AVAILABLE RECORDS -

***

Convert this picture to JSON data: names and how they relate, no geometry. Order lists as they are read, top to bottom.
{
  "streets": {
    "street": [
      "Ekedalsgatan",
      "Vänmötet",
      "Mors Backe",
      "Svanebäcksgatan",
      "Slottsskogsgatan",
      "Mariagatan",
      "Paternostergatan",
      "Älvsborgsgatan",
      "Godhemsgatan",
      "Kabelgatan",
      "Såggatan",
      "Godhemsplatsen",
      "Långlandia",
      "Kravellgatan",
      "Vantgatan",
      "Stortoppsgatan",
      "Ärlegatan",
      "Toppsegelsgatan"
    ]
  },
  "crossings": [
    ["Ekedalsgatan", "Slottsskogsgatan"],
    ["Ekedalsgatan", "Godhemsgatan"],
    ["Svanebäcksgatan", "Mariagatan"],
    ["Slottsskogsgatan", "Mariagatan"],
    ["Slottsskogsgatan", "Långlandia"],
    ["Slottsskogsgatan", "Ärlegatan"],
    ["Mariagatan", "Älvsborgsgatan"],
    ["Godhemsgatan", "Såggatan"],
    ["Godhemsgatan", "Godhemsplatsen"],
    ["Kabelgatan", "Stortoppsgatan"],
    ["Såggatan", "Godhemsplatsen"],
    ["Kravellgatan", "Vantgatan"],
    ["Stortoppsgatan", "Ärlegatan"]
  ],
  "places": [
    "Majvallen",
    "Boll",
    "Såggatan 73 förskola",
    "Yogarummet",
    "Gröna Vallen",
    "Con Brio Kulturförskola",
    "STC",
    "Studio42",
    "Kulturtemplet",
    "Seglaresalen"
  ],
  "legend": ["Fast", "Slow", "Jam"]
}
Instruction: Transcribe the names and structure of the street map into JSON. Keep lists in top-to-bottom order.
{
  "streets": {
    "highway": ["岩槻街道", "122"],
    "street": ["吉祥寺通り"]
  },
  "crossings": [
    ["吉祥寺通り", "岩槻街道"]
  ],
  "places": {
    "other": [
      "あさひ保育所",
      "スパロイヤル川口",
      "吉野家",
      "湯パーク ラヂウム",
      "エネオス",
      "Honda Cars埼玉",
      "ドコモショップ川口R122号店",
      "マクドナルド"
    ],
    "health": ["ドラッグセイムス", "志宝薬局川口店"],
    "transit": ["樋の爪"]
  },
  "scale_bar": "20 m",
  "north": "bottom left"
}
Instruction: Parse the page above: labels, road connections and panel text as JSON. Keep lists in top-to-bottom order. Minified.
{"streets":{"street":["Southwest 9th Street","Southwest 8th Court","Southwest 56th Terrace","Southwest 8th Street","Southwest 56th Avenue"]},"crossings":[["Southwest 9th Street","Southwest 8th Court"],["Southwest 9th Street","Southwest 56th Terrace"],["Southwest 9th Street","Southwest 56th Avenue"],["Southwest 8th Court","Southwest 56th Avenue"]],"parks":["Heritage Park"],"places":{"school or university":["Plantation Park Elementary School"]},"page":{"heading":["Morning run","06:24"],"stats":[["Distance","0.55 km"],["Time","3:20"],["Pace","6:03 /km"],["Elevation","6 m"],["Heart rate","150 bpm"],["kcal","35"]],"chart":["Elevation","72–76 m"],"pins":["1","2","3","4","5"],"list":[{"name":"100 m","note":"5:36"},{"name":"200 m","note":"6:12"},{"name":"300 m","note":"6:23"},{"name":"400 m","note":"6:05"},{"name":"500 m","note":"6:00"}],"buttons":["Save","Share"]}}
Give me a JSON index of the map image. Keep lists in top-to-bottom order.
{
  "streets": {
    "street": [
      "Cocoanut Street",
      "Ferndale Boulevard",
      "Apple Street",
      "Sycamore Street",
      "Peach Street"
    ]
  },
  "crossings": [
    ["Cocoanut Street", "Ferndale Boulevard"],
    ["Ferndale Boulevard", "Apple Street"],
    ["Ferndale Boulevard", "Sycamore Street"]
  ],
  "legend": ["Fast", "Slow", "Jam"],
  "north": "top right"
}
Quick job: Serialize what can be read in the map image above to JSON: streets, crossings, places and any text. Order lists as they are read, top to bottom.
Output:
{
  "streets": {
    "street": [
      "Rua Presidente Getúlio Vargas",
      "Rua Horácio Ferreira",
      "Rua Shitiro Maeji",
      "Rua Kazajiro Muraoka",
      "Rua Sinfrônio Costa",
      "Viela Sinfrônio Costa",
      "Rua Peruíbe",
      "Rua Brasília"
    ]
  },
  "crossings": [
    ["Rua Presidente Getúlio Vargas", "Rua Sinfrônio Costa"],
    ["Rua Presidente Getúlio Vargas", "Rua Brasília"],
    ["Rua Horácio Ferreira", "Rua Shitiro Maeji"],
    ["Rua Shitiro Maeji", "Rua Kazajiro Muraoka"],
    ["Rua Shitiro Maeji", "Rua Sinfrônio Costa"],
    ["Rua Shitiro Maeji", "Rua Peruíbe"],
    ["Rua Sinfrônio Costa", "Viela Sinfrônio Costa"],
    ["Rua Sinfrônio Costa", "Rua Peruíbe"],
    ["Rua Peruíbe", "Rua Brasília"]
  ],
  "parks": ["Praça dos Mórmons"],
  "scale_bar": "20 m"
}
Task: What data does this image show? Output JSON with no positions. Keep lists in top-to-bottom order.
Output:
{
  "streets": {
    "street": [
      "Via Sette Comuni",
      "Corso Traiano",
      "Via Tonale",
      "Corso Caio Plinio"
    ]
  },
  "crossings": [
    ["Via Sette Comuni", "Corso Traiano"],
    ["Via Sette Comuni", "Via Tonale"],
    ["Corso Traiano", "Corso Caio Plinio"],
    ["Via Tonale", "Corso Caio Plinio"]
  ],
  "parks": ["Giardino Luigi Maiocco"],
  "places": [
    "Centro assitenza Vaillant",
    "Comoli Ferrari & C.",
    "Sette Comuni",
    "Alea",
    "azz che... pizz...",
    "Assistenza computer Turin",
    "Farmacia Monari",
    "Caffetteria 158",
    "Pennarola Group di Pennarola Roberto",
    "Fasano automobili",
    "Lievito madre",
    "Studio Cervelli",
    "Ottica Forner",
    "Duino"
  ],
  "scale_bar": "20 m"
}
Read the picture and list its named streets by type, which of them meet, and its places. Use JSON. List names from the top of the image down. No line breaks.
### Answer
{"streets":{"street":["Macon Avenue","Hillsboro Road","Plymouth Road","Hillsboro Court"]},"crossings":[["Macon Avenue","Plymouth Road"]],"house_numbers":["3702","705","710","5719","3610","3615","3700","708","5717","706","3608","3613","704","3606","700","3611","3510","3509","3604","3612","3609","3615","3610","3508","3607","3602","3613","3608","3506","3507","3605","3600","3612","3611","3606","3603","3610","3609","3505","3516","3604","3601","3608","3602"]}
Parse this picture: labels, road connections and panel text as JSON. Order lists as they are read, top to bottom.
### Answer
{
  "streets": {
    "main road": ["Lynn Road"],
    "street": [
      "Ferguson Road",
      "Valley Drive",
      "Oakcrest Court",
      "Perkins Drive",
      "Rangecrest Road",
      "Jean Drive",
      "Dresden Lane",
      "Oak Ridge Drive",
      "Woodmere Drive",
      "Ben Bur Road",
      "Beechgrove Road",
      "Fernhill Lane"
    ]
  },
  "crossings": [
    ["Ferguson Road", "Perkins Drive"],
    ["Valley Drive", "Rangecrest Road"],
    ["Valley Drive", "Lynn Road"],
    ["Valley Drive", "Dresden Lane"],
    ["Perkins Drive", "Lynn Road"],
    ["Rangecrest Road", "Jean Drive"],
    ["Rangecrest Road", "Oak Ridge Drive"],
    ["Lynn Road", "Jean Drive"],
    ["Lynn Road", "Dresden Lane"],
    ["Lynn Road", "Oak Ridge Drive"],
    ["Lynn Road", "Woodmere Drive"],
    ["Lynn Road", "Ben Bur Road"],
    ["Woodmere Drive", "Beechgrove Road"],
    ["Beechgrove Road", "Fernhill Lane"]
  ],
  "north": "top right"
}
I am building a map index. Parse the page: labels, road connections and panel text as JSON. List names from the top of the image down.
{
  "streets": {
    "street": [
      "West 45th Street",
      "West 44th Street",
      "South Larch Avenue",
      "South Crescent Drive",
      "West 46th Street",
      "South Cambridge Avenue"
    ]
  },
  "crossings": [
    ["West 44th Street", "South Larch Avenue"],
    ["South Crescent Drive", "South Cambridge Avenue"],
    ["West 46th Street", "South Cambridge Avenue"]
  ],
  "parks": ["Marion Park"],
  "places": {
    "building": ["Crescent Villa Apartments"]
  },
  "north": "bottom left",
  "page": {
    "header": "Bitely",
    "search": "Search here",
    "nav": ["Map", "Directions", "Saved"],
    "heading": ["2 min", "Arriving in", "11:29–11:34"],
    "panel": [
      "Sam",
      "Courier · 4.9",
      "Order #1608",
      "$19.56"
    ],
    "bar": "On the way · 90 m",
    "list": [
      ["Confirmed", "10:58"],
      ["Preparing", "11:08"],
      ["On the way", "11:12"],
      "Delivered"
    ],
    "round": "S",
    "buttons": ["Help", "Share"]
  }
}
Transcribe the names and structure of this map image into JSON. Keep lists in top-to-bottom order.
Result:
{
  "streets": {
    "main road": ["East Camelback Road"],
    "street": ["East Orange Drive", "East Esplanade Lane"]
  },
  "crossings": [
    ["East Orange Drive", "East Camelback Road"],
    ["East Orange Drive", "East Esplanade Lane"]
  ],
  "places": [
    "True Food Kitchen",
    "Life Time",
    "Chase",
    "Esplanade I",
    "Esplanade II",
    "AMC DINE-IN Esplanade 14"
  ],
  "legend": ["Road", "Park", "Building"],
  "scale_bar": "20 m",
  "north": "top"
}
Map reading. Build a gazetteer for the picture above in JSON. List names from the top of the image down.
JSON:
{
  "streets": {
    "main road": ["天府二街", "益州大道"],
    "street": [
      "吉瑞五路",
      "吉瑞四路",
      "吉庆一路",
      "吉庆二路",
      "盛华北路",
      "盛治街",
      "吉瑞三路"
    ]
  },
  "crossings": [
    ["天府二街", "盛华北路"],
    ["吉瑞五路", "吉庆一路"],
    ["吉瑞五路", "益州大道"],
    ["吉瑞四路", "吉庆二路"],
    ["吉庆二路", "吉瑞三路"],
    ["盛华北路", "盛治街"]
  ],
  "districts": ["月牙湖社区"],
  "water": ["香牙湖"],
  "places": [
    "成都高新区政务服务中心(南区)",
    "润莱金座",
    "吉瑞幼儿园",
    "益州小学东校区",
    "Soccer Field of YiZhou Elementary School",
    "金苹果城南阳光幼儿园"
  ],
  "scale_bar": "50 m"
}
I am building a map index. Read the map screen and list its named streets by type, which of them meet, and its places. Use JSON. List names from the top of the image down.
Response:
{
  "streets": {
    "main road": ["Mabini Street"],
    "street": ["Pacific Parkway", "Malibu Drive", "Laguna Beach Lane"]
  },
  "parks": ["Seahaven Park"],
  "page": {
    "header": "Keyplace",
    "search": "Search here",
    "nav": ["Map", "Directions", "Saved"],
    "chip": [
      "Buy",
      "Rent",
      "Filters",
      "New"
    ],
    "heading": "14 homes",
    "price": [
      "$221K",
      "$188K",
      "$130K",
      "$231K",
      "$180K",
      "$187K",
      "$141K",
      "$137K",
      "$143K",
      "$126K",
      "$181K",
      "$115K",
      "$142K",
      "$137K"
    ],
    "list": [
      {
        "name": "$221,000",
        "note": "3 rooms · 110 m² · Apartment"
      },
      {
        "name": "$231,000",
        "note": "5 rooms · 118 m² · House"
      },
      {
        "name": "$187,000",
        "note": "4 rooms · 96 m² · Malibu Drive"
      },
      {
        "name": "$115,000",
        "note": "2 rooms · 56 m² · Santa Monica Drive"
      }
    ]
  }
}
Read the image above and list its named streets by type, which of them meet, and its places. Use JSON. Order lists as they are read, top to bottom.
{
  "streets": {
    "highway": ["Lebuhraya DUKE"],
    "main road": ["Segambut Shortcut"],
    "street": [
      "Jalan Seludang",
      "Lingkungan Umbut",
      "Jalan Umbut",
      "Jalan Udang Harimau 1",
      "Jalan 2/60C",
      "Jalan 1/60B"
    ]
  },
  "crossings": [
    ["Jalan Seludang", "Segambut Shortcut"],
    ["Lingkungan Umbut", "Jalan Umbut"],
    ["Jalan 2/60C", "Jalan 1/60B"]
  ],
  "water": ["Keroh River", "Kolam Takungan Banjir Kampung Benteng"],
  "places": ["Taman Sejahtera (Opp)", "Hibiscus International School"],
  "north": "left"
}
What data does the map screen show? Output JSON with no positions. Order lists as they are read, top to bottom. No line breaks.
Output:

***

ASSIGNMENT - Only the lines that contain the word "screen" should be copied from the material.

TASK RESPONSE -
I am building a map index. Read the map screen and list its named streets by type, which of them meet, and its places. Use JSON. List names from the top of the image down.
What data does the map screen show? Output JSON with no positions. Order lists as they are read, top to bottom. No line breaks.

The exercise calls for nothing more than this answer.